[Start of Attachment]
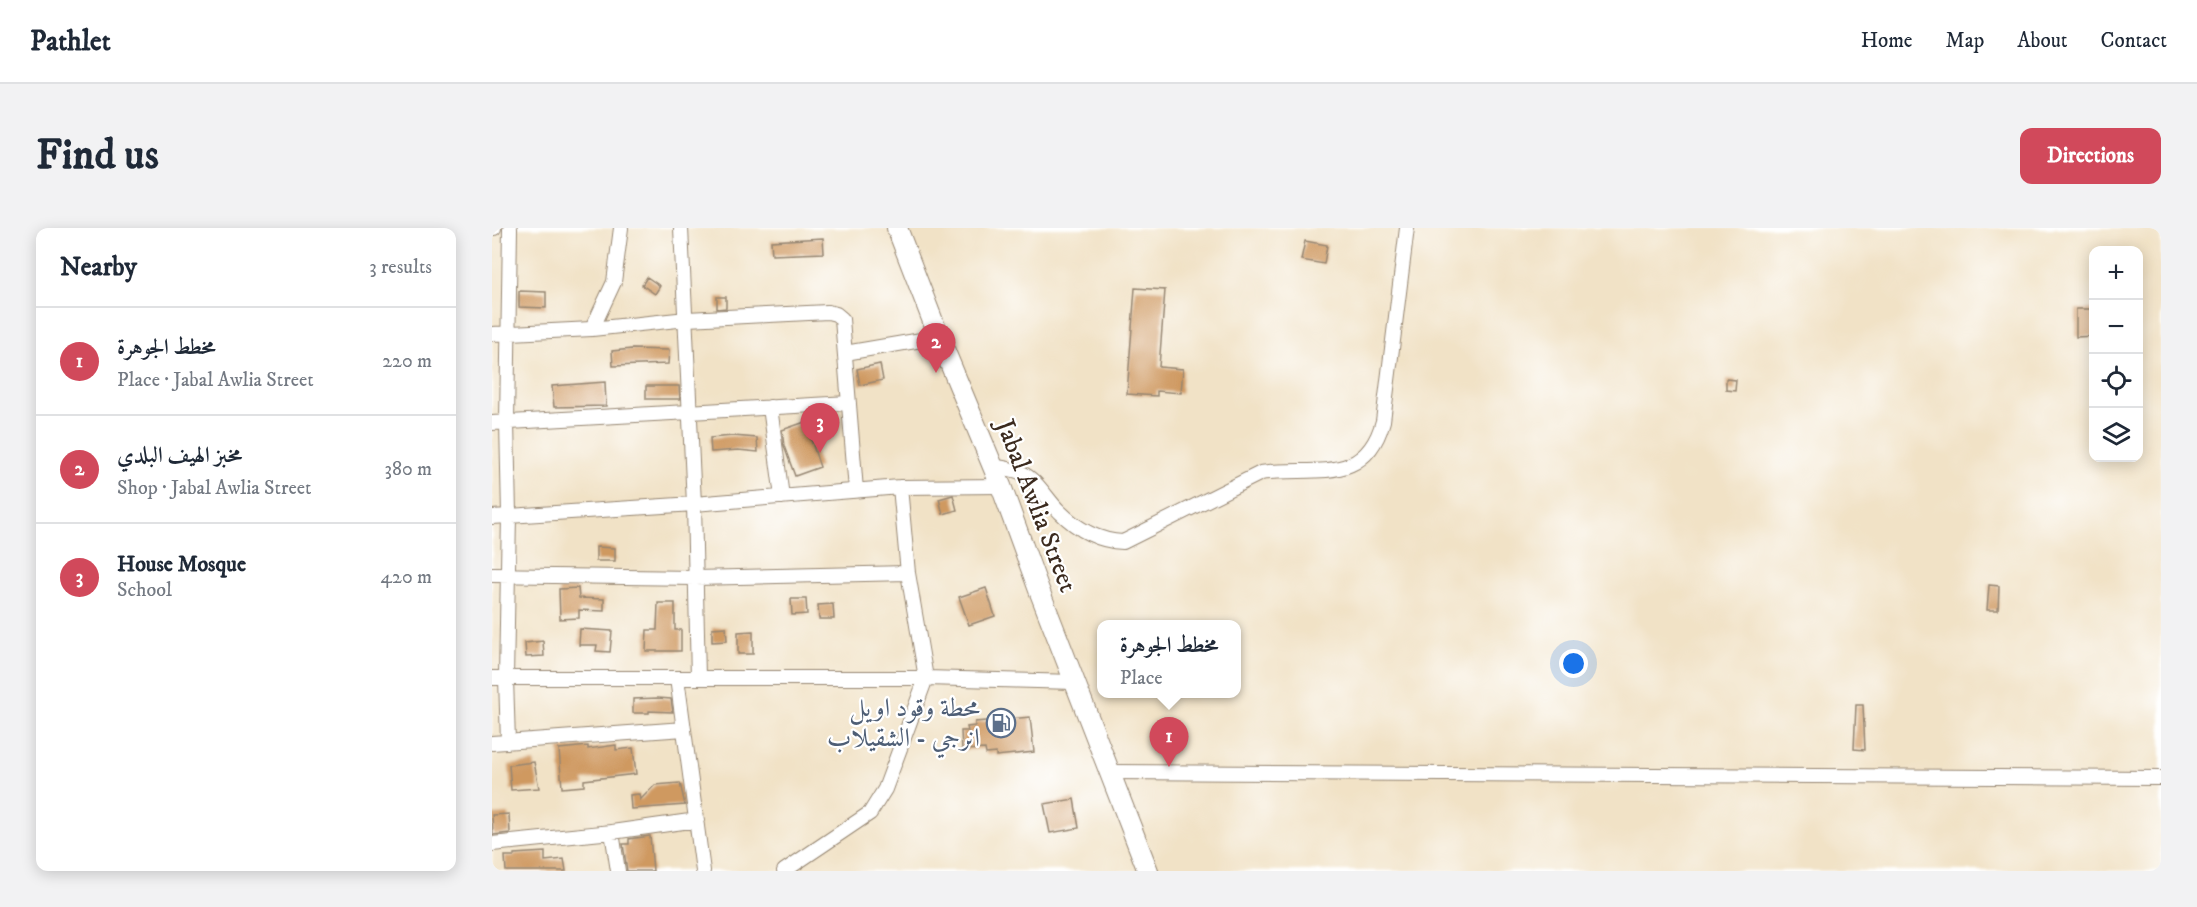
<!DOCTYPE html>
<meta charset="utf-8">
<style>
body{margin:0;font-family:"IM FELL DW Pica",Amiri,serif;background:#f2f2f3;color:#1f2937}
.controls{position:absolute;right:18px;top:18px;display:grid;overflow:hidden;border-radius:12px;box-shadow:0 3px 15px #0003}
.controls button{width:54px;height:54px;display:grid;place-items:center;padding:0;border:0;border-bottom:2px solid #e0e1e3;background:#fff;color:#1f2937;font:30px sans-serif}
.you{position:absolute;left:1082px;top:436px;width:21px;height:21px;margin:-15px;border:4px solid #fff;border-radius:50%;background:#1a73e8;box-shadow:0 0 0 9px #1a73e833}
.badge{display:grid;place-items:center;width:39px;height:39px;border-radius:50%;background:#d1495b;color:#fff;font-size:20px;font-weight:700}
.pin{position:absolute;translate:-50% -50px;filter:drop-shadow(0 2px 3px #0008)}
.pin::after{content:'';position:absolute;top:32px;width:21px;height:18px;background:inherit;clip-path:polygon(0 0,100% 0,50% 100%)}
.popup{position:absolute;left:605px;top:392px;width:144px;height:78px;box-sizing:border-box;display:grid;place-content:center;border-radius:12px;background:#fff;filter:drop-shadow(0 2px 4px #0005);font-size:20px;white-space:nowrap;color:#747a83}
.popup b{font-size:22px;color:#1f2937}
.popup::after{content:'';position:absolute;left:50%;top:100%;margin-left:-12px;border:12px solid transparent;border-top-color:#fff}
.list{margin:0;padding:0;list-style:none}
h2{display:flex;justify-content:space-between;align-items:center;height:78px;margin:0;padding:0 24px;font-size:26px}
h2 small{font-size:20px;font-weight:400;color:#747a83}
.list li{display:grid;grid-template-columns:39px 1fr auto;gap:18px;align-items:center;box-sizing:border-box;height:108px;padding:0 24px;border-top:2px solid #e0e1e3}
.list b{display:block;font-size:22px;white-space:nowrap}
.list p{margin:0;font-size:20px;white-space:nowrap;color:#747a83}
.list em{font-size:20px;font-style:normal;color:#747a83}
.icon{flex:none;width:33px;height:33px;fill:none;stroke:currentColor;stroke-width:2;stroke-linecap:round;stroke-linejoin:round}
.map{position:relative;flex:none;width:1669px;height:643px;overflow:hidden;border-radius:12px}
header{display:flex;align-items:center;gap:36px;box-sizing:border-box;height:84px;padding:0 30px;background:#fff;border-bottom:2px solid #e0e1e3}
header strong{font-size:28px}
nav{display:flex;gap:33px;margin-inline-start:auto;font-size:21px}
.intro{display:flex;align-items:center;justify-content:space-between;box-sizing:border-box;height:144px;padding:0 36px}
h1{margin:0;font-size:42px}
.button{padding:15px 27px;border-radius:12px;background:#d1495b;color:#fff;font-size:21px;font-weight:700}
main{display:flex;gap:36px;padding:0 36px}
aside{flex:1;background:#fff;border-radius:12px;box-shadow:0 3px 15px #0003}
.map>svg:first-child{display:block}
.building{fill:#cf9961}
.lines{fill:none;stroke-linecap:round;stroke-linejoin:round}
.minor-casing{stroke:#968672;stroke-width:16}
.highway-casing{stroke:#968672;stroke-width:22}
.minor{stroke:#fff;stroke-width:14}
.highway{stroke:#fff;stroke-width:20}
.labels{text-anchor:middle;dominant-baseline:central;stroke-width:4.5;stroke-linejoin:round;paint-order:stroke}
.street-label{font-size:26px;fill:#3b2a1e;stroke:#fff}
.service-label{font-size:26px;fill:#4e5e75;stroke:#fff;text-anchor:end}
</style>
<header>
<strong>Pathlet</strong>
<nav><a>Home</a><a>Map</a><a>About</a><a>Contact</a></nav>
</header>
<div class="intro"><h1>Find us</h1><a class="button">Directions</a></div>
<main>
<aside>
<h2>Nearby<small>3 results</small></h2>
<ul class="list">
<li><span class="badge">1</span><div><b>مخطط الجوهرة</b><p>Place · Jabal Awlia Street</p></div><em>220 m</em></li>
<li><span class="badge">2</span><div><b>مخبز الهيف البلدي</b><p>Shop · Jabal Awlia Street</p></div><em>380 m</em></li>
<li><span class="badge">3</span><div><b>House Mosque</b><p>School</p></div><em>420 m</em></li>
</ul>
</aside>
<div class="map">
<svg width="1669" height="643" viewBox="0 0 1669 643">
<rect width="100%" height="100%" fill="#fff"/>
<filter id="ink" filterUnits="userSpaceOnUse"><feTurbulence type="fractalNoise" baseFrequency=".0167" numOctaves="2"/><feDisplacementMap in="SourceGraphic" scale="12" xChannelSelector="R" yChannelSelector="G"/><feConvolveMatrix kernelMatrix="1 2 1 2 8 2 1 2 1" color-interpolation-filters="sRGB"/></filter>
<filter id="wash" filterUnits="userSpaceOnUse"><feTurbulence type="fractalNoise" baseFrequency=".008" numOctaves="4" result="noise"/><feDisplacementMap in="SourceGraphic" scale="24" xChannelSelector="R" yChannelSelector="G"/><feGaussianBlur stdDeviation="1.35" result="paint"/><feColorMatrix in="noise" values="0 0 0 0 0 0 0 0 0 0 0 0 0 0 0 0 0 1.4 0 .05"/><feComposite in="paint" operator="in"/></filter>
<g filter="url(#wash)">
<rect width="100%" height="100%" fill="#f1e2c6"/>
<g id="blocks">
<path class="building" d="M 331,10 L 332,25 L 280,27 L 279,13 Z
M 813,13 L 835,17 L 832,36 L 809,32 Z
M 155,49 L 168,58 L 163,66 L 150,57 Z
M 643,60 L 673,62 L 667,139 L 691,141 L 689,165 L 665,163 L 665,168 L 635,166 Z
M 27,63 L 54,64 L 54,80 L 27,79 Z
M 225,69 L 234,69 L 234,80 L 225,81 Z
M 1584,81 L 1602,81 L 1602,108 L 1584,109 Z
M 140,121 L 177,122 L 176,136 L 121,138 L 120,123 Z
M 388,136 L 391,152 L 368,157 L 365,141 Z
M 1234,151 L 1244,152 L 1243,163 L 1234,162 Z
M 113,154 L 114,178 L 62,179 L 60,158 Z
M 154,158 L 187,158 L 188,171 L 154,171 Z
M 313,194 L 328,239 L 303,248 L 292,218 L 290,202 Z
M 241,208 L 265,210 L 266,224 L 246,222 L 219,224 L 218,210 Z
M 461,267 L 465,282 L 451,286 L 447,271 Z
M 104,319 L 123,320 L 123,333 L 104,333 Z
M 1497,357 L 1507,358 L 1506,382 L 1495,382 Z
M 86,360 L 87,370 L 112,371 L 112,383 L 87,382 L 87,390 L 68,391 L 67,361 Z
M 494,360 L 503,388 L 477,397 L 467,369 Z
M 299,371 L 314,371 L 315,386 L 300,387 Z
M 166,375 L 183,375 L 183,402 L 189,402 L 189,423 L 154,423 L 155,402 L 165,402 Z
M 341,376 L 342,391 L 327,391 L 326,377 Z
M 234,399 L 235,413 L 220,414 L 220,400 Z
M 88,401 L 120,403 L 118,424 L 104,423 L 105,417 L 87,417 Z
M 261,403 L 261,426 L 246,426 L 246,404 Z
M 51,413 L 52,428 L 34,429 L 33,415 Z
M 166,470 L 179,471 L 181,484 L 157,483 L 157,485 L 141,485 L 141,471 Z
M 1364,477 L 1371,477 L 1373,522 L 1362,521 Z
M 538,489 L 542,524 L 504,528 L 504,525 L 494,526 L 493,521 L 470,522 L 469,503 L 476,503 L 475,499 L 483,498 L 483,494 Z
M 124,517 L 124,522 L 141,520 L 144,546 L 92,552 L 92,558 L 70,560 L 67,521 L 96,518 L 96,521 Z
M 42,534 L 47,560 L 19,562 L 17,537 Z
M 188,555 L 193,577 L 139,581 L 138,567 L 147,566 L 148,572 L 163,557 Z
M 582,571 L 587,600 L 558,605 L 552,576 Z
M 17,586 L 18,605 L 1,607 L 0,587 Z
M 158,608 L 161,643 L 135,643 L 131,616 L 137,616 L 137,611 Z
M 53,624 L 53,633 L 72,631 L 74,643 L 14,643 L 13,628 L 22,628 L 22,626 Z"/>
</g>
</g>
<g filter="url(#ink)">
<use href="#blocks" fill-opacity="0" stroke="#968672" stroke-width="1.5"/>
<g class="lines">
<g class="minor-casing">
<path id="minor" d="M 0,0 L 2,0
M 189,0 L 202,276 L 206,450
M 100,101 L 122,54 L 129,0
M 0,106 L 100,101 L 195,91 L 336,84 L 344,86 L 350,91 L 364,262
M 353,125 L 447,109
M 278,179 L 290,269
M 0,195 L 357,175
M 501,238 C 509,240 521,241 528,244 C 547,253 554,271 568,284 C 585,301 607,313 631,314 L 769,245 C 819,237 873,260 891,193 L 915,0
M 0,289 L 202,276 L 408,259 L 509,258
M 0,347 L 203,350 L 416,345
M 0,450 L 434,450 L 583,454
M 185,450 L 211,643
M 16,514 L 14,450 L 17,287 L 15,194 L 18,0
M 0,515 L 192,501
M 617,544 L 1669,550
M 120,604 L 126,643
M 0,616 L 120,604 L 205,592
M 292,643 L 378,585 L 393,561 L 434,450 L 416,345 L 408,259"/>
</g>
<g class="highway-casing">
<path id="highway" d="M 405,0 L 447,109 L 509,258 L 547,362 L 656,643"/>
</g>
<use href="#minor" class="minor"/>
<use href="#highway" class="highway"/>
</g>
</g>
<defs>
<g id="fuel-ring" transform="scale(1.5)"><circle r="9.5" fill="#fff" stroke="#5c6f8a" stroke-width="1.5"/><path d="M-5.5-6h7V0h2V4h1.3V-2.5L3-4.5l.8-.8L6-3V5H2.5V1h-1V6h-7ZM-4.2-4.7v3.2H.2V-4.7Z" fill="#5c6f8a"/></g>
</defs>
<g fill-rule="evenodd">
<use href="#fuel-ring" x="509" y="495"/>
</g>
<g class="labels">
<g class="street-label">
<text transform="translate(544 278) rotate(69)">Jabal Awlia Street</text>
</g>
<g class="service-label">
<text x="488" y="480">محطة وقود اويل<tspan x="488" dy="30">انرجي - الشقيلاب</tspan></text>
</g>
</g>
</svg>
<div class="controls">
<button>+</button>
<button>−</button>
<button><svg class="icon" aria-label="locate" viewBox="0 0 24 24"><circle cx="12" cy="12" r="6"/><path d="M12 2v4M12 18v4M2 12h4M18 12h4"/></svg></button>
<button><svg class="icon" aria-label="layers" viewBox="0 0 24 24"><path d="M12 4l9 5-9 5-9-5zM3 14l9 5 9-5"/></svg></button>
</div>
<div class="you"></div>
<div class="pin badge" style="left:677px;top:539px">1</div>
<div class="popup"><b>مخطط الجوهرة</b>Place</div>
<div class="pin badge" style="left:444px;top:145px">2</div>
<div class="pin badge" style="left:328px;top:225px">3</div>
</div>
</main>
[End of Attachment]
### Problem to work on
Wherever "href" occurs in the entries above, copy the line it sits on.

### Solution for this problem
<use href="#blocks" fill-opacity="0" stroke="#968672" stroke-width="1.5"/>
<use href="#minor" class="minor"/>
<use href="#highway" class="highway"/>
<use href="#fuel-ring" x="509" y="495"/>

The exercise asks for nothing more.